Education· Last updated April 11, 2026

How to Automate GDPR Data Subject Access Requests in Python with GlobalShield API

Build a complete automated DSAR (Data Subject Access Request) pipeline in Python using GlobalShield API. Scan, identify, and redact PII across your data systems in under 30 minutes.

How to Automate GDPR Data Subject Access Requests in Python with GlobalShield API

GDPR Data Subject Access Requests (DSARs) are one of the most operationally painful compliance obligations for engineering teams. A user emails support saying "please send me all personal data you hold about me" — and suddenly your team needs to query databases, search log files, scan document stores, and compile a complete, accurate response within 30 days. The UK ICO fined Reddit £14 million in 2026 partly because of systemic failures in data protection workflows. Manual DSAR handling at scale is the same kind of systemic failure waiting to happen.

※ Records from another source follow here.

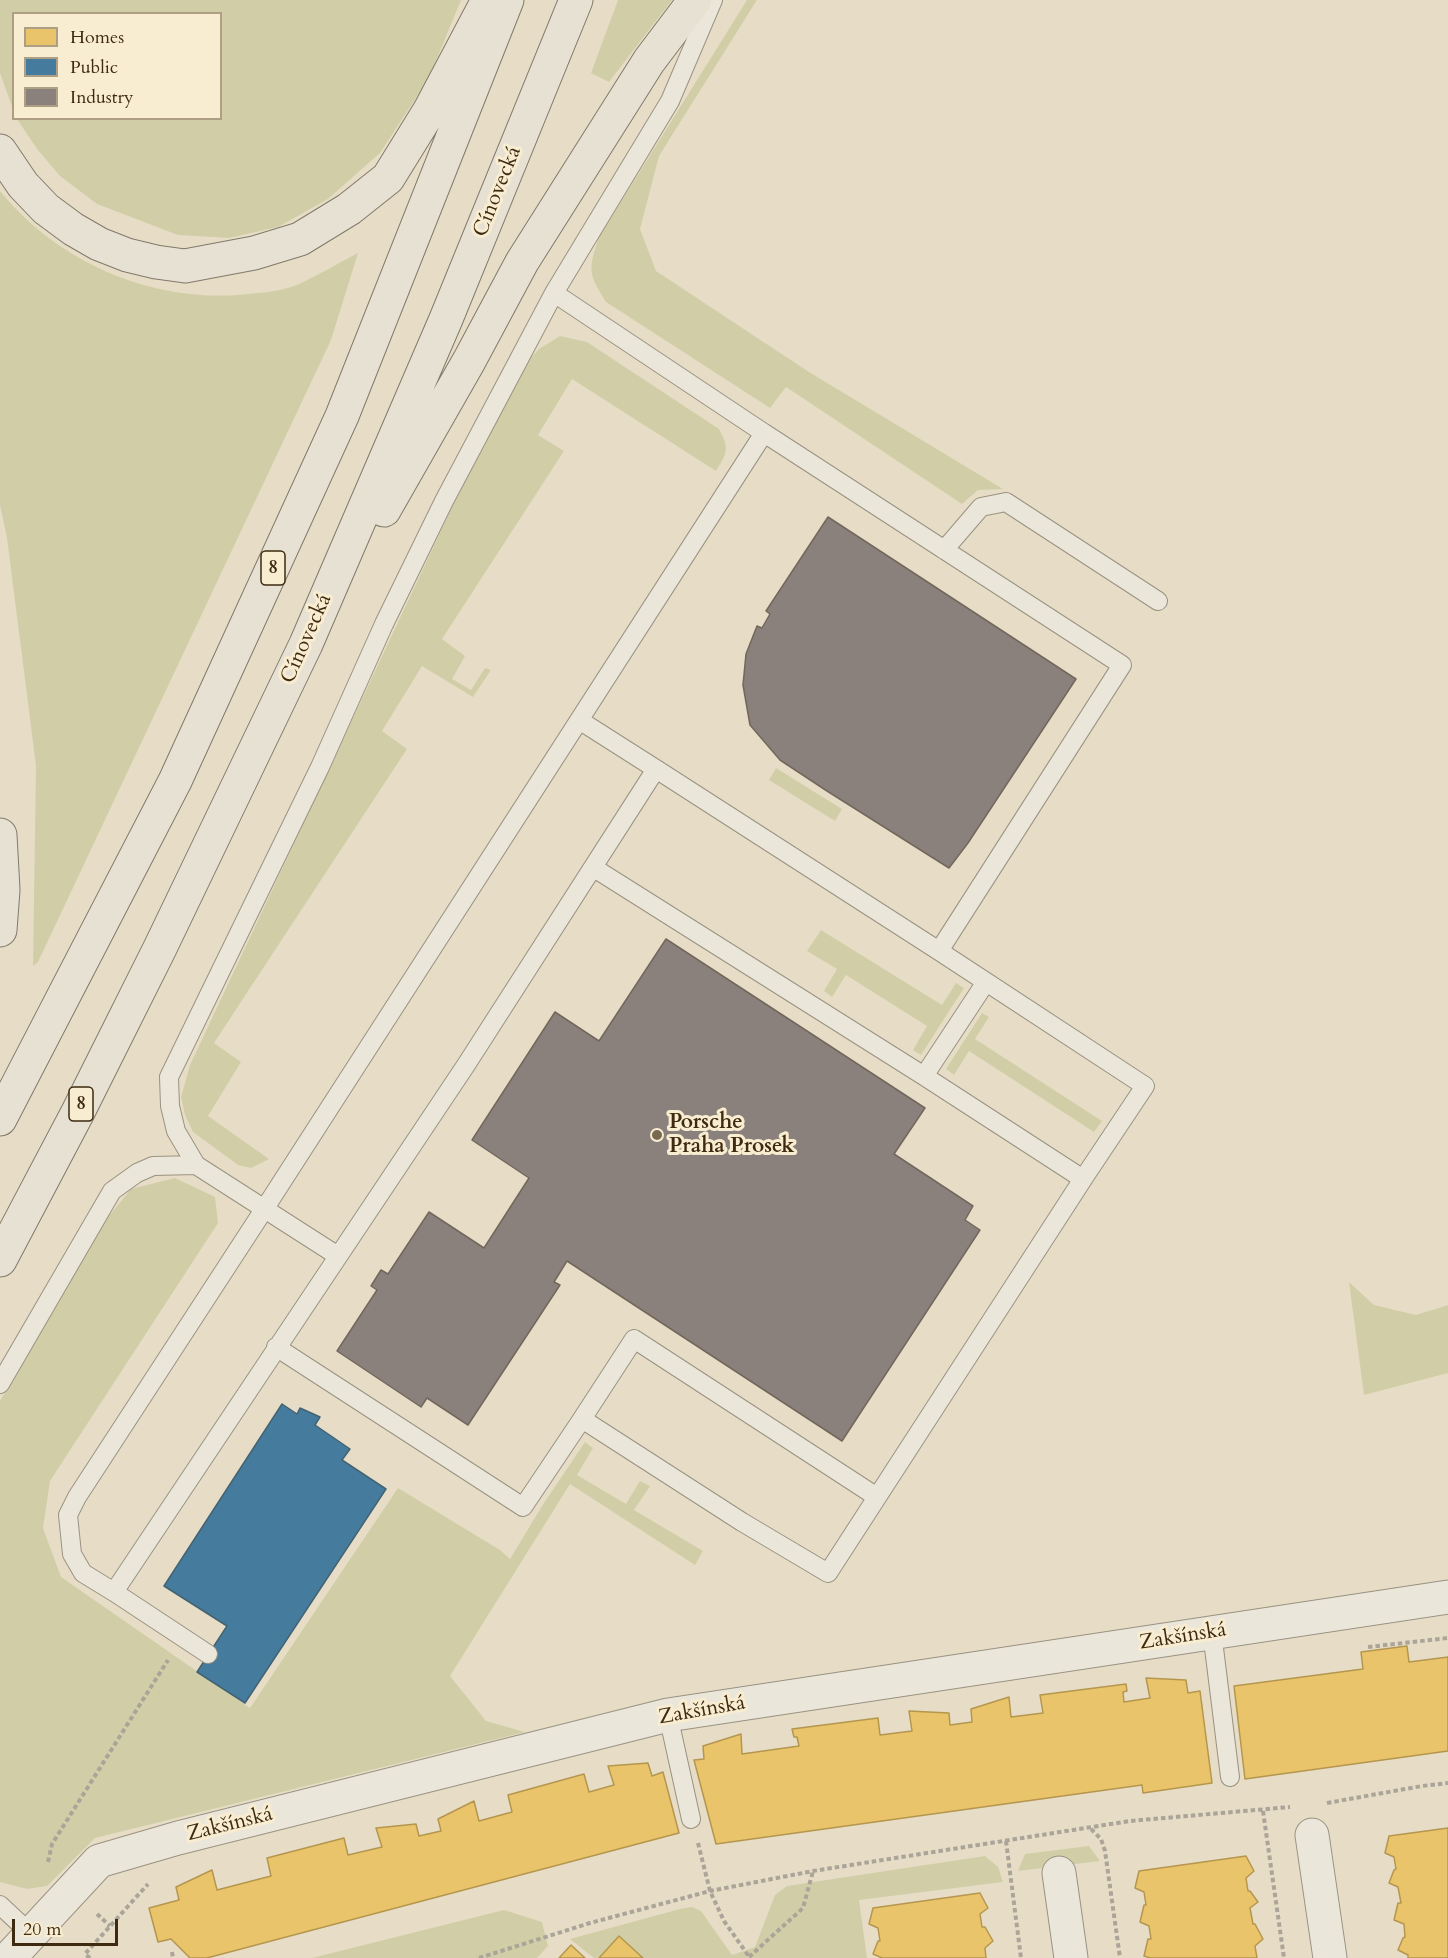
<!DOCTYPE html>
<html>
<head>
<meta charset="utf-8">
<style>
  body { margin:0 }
  #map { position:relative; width:1448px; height:1958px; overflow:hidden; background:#e7ddc6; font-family:Cardo,serif }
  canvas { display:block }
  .legend { position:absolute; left:12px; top:12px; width:210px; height:108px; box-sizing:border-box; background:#f8ecd1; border:2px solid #ad9e84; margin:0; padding:8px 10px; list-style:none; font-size:18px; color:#3d2a10 }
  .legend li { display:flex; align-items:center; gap:12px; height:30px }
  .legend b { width:30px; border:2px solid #ad9e84 }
  .scale { position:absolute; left:12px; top:1919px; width:106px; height:27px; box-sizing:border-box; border:3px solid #3d2a10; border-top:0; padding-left:8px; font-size:18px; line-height:21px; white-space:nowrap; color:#3d2a10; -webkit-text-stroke:4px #f8ecd1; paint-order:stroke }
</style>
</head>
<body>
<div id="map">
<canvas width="1448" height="1958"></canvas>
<ul class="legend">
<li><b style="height:16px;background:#e9c46a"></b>Homes</li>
<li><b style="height:16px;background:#457b9d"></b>Public</li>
<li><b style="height:16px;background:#8a817c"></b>Industry</li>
</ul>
<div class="scale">20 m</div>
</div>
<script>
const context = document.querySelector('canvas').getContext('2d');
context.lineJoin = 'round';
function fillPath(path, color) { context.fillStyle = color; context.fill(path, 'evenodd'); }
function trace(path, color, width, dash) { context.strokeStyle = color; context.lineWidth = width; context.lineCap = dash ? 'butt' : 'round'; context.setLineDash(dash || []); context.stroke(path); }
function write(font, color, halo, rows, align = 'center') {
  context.font = font + ' Cardo,serif'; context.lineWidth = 6; context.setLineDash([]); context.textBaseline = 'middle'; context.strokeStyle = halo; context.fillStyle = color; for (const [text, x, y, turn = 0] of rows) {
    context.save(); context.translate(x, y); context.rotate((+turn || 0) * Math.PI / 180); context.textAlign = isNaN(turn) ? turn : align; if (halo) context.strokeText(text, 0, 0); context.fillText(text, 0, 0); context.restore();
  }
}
fillPath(new Path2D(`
  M0,0h461l-32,78 -49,75 -52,46 -50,28 -49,11 -51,-3 -81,-31 -37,-28 -23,-27 -20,-30 203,-1v-104h-206l-1,95 -13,-36z
  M618,0h54l-63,82 -18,-9z
  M747,0h10l-98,156 -19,73 16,42 153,101 194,117 -25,1 -16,14 -176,-117 -16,21 -164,-106c-18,-29 -18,-32 -7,-65z
  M0,191c57,70 147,110 238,104 19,-2 41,-3 59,-10 20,-9 41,-22 61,-32l-27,87 -293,622 -5,4 3,-200 -29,-228 -7,-33z
  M560,336l27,6 132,87c11,20 8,24 -3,42l-144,-92 -34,56 26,16 -122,188 23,17 -13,23 19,11 14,-22 6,2 -18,27 -51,-31 -40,65 25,18 -193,294 27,19 -33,54 61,43 -18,9 -13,-3 -45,-33 -8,-17 -4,-18 9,-32 279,-594 57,-108 13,-14z
  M776,768l66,41 -7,12 -66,-41z
  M821,930l121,75 14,-22 8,5 -43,67 -8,-5 14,-24 -81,-51 -14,22 -8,-6 13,-22 -30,-18z
  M982,1013l7,4 -14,22 127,82 -8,11 -125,-81 -15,24 -8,-6z
  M175,1178l40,19 3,26 -168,258 -7,47 18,49 189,131 148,-220 102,62 10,9 32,-53 43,-64 8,6 -16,27 49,29 14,-23 10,5 -16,24 69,41 -8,14 -125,-81 -120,192 36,45 39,11 -430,106 -48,48 -20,3 -27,-7v-481l108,-184 23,-28z
  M1349,1282l25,23 42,10 32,-10v68l-84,22z
  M1089,1846l11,15 -82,10 7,-17z
  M985,1856l13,11 5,15 -144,18 8,58h-224l-24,-22 -20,22h-5l-24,-19 110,-30 12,-2 9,4 31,44 23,-8 20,-52 12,-9z
  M504,1910l38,12 6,24 -11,12h-225z`), '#d1cea7');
const homes = new Path2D(`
  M1407,1646l2,16 39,-5v94l-203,28 -11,-93 129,-17 -2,-17z
  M1146,1678l40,2 2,13 12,-2 12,92 -69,10 -1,-8 -426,59 -22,-84 10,-1 -1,-13 38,-12 1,20 57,-8 -2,-9h-3l-2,-8 86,-11 2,17 32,-4 -3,-20 40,2 1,12 22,-3 -1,-13 38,-12 2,20 32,-4 -3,-18 86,-11 1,7 -4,1 1,10 26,-4z
  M648,1763l4,13 11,-4 16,61 -472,125h-17l-19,-19 -13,3 -9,-34 30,-8 -3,-13 36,-17 5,20 54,-14 -4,-18 77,-20 4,17 34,-8 -6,-19 40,-4 3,12 22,-5 -3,-12 36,-18 5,20 33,-9 -4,-17 76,-21 5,18 25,-7 -6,-19z
  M1448,1828v130h-40v-3l-10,-5 5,-12 2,-1 -1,-13 -10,-4 4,-17h3l-3,-16 -9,-4 5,-13 2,-1 -2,-12 -9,-4 4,-17z
  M1246,1856l8,15 -8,7 2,13h2l8,11 -8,6 3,16h2l8,15 -8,7 2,12h-107l-6,-2 4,-17h3l-2,-13 -9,-4 4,-17h2l-2,-13 -9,-4 4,-17z
  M980,1893l8,15 -8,6 2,13h3l8,14 -8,7 1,10h-104l-9,-4 5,-13h2l-2,-13 -9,-4 4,-16z
  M619,1936l24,22h-44z
  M571,1945l14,13h-26z`);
fillPath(homes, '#e9c46a');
trace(homes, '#b5964f', 1.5);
const public = new Path2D(`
  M282,1404l15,10 3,-6 20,9 -5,8 35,24 -8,11 44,29 -141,214 -48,-31 30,-46 -63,-40z`);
fillPath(public, '#457b9d');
trace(public, '#436373', 1.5);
const industry = new Path2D(`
  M828,517l248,162 -108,164 -19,25 -122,-77 -47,-31 -30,-35 -7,-40 3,-31 11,-28 5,2 8,-14 -4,-3z
  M666,939l259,169 -31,46 79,52 -8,14 15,10 -138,211 -275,-180 -13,21 6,3 -92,140 -41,-27 -6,9 -84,-56 40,-61 -6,-4 10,-16 7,4 41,-62 55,36 45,-70 -57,-38 83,-128 44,29z`);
fillPath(industry, '#8a817c');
trace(industry, '#73675c', 1.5);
const service = new Path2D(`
  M554,293l210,140
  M944,550l37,-43 25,-5 152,99
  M579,720l77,49
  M924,1076l62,-94
  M338,1256l-142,-91 -20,-34 -6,-25 -1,-29 151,-310 64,-143 60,-123 110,-208 116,-192 43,-101
  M276,1347l247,160 59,-88 160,103 86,51 255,-394
  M0,1384l112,-193 25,-18 16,-7 43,-1
  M582,1419l52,-80 243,158
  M114,1592l-31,-19 -11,-19 -4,-39 9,-18 188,-289 499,-775 358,232 -183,286
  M1212,1632l18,145
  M208,1654l-94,-62 352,-527 190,-296 283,182 206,135 -62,93 -159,-103 -330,-208
  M668,1715l23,104
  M0,1905l31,29`);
const minor = new Path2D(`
  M1312,1835l18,123
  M1059,1873l12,85
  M9,1958l90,-97 79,-23 490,-123 780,-118`);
const trunk = new Path2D(`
  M0,151l23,34 23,24 27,20 26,15 28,11 29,7 29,4 69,-13 46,-14 49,-30 39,-31 42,-68 56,-106
  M384,510l85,-149 53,-99 127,-201 46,-61
  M0,835l3,55 -3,40
  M0,1119l175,-338 167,-365 165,-416
  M0,1260l78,-148 82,-164 146,-304 140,-325 130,-319`);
trace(service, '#9a9282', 20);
trace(minor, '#9a9282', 35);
trace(trunk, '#81796a', 35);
trace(new Path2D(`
  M1368,1647l80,-9
  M1327,1803l95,-17 26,-3
  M1263,1811l21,147
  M1091,1829l10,10 4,12 15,107
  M1006,1841l15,117
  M698,1843l12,48 14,30 26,37
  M48,1862l4,-18 116,-184
  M97,1914l13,12
  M172,1952l1,6
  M749,1957l54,-49 10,-37
  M90,1958l-5,-4 63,-70
  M479,1958l111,-35 120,-32 103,-20 317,-50 160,-14`), '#aba499', 4, [4.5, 3]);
trace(service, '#eae6da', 18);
trace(minor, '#eae6da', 33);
trace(trunk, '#e7e1d4', 33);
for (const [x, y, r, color] of [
  [657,1135,6,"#786950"]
]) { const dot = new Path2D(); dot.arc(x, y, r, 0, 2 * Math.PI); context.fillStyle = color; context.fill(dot); trace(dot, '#f8ecd1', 2); }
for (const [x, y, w] of [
  [273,568,24],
  [81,1104,24]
]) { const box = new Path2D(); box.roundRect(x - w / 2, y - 17, w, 34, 4.5); context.fillStyle = '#f8ecd1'; context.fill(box); trace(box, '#3d2a10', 1.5); }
write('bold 20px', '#3d2a10', null, [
  ["8",273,568],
  ["8",81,1104]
]);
write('21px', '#3d2a10', '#f8ecd1', [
  ["Cínovecká",498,192,-68],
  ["Cínovecká",307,639,-66],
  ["Zakšínská",1183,1637,-9],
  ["Zakšínská",702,1711,-10],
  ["Zakšínská",230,1825,-14]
]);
write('bold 21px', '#3d2a10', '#f8ecd1', [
  ["Porsche",669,1123],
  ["Praha Prosek",669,1147]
], 'left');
</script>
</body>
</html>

This guide walks through building a fully automated DSAR pipeline in Python using GlobalShield API to detect and identify PII across your data systems — so that when a DSAR arrives, you can respond accurately and on time without a manual fire drill.

What a DSAR Pipeline Needs to Do

Under GDPR Article 15, when a verified data subject submits an access request, you must:

  1. Identify all personal data held about that individual across all systems
  2. Compile a complete record of what data you hold, where it's stored, and why
  3. Respond within 30 days (extendable to 90 in complex cases with notification)
  4. Provide a copy of the personal data in a portable format
  5. Explain the processing: purposes, categories, recipients, retention periods

The challenge is that personal data is rarely in one place. It's spread across your production database, support ticketing system, email archives, analytics logs, document storage, and third-party integrations. Manually querying each system is slow, error-prone, and doesn't scale.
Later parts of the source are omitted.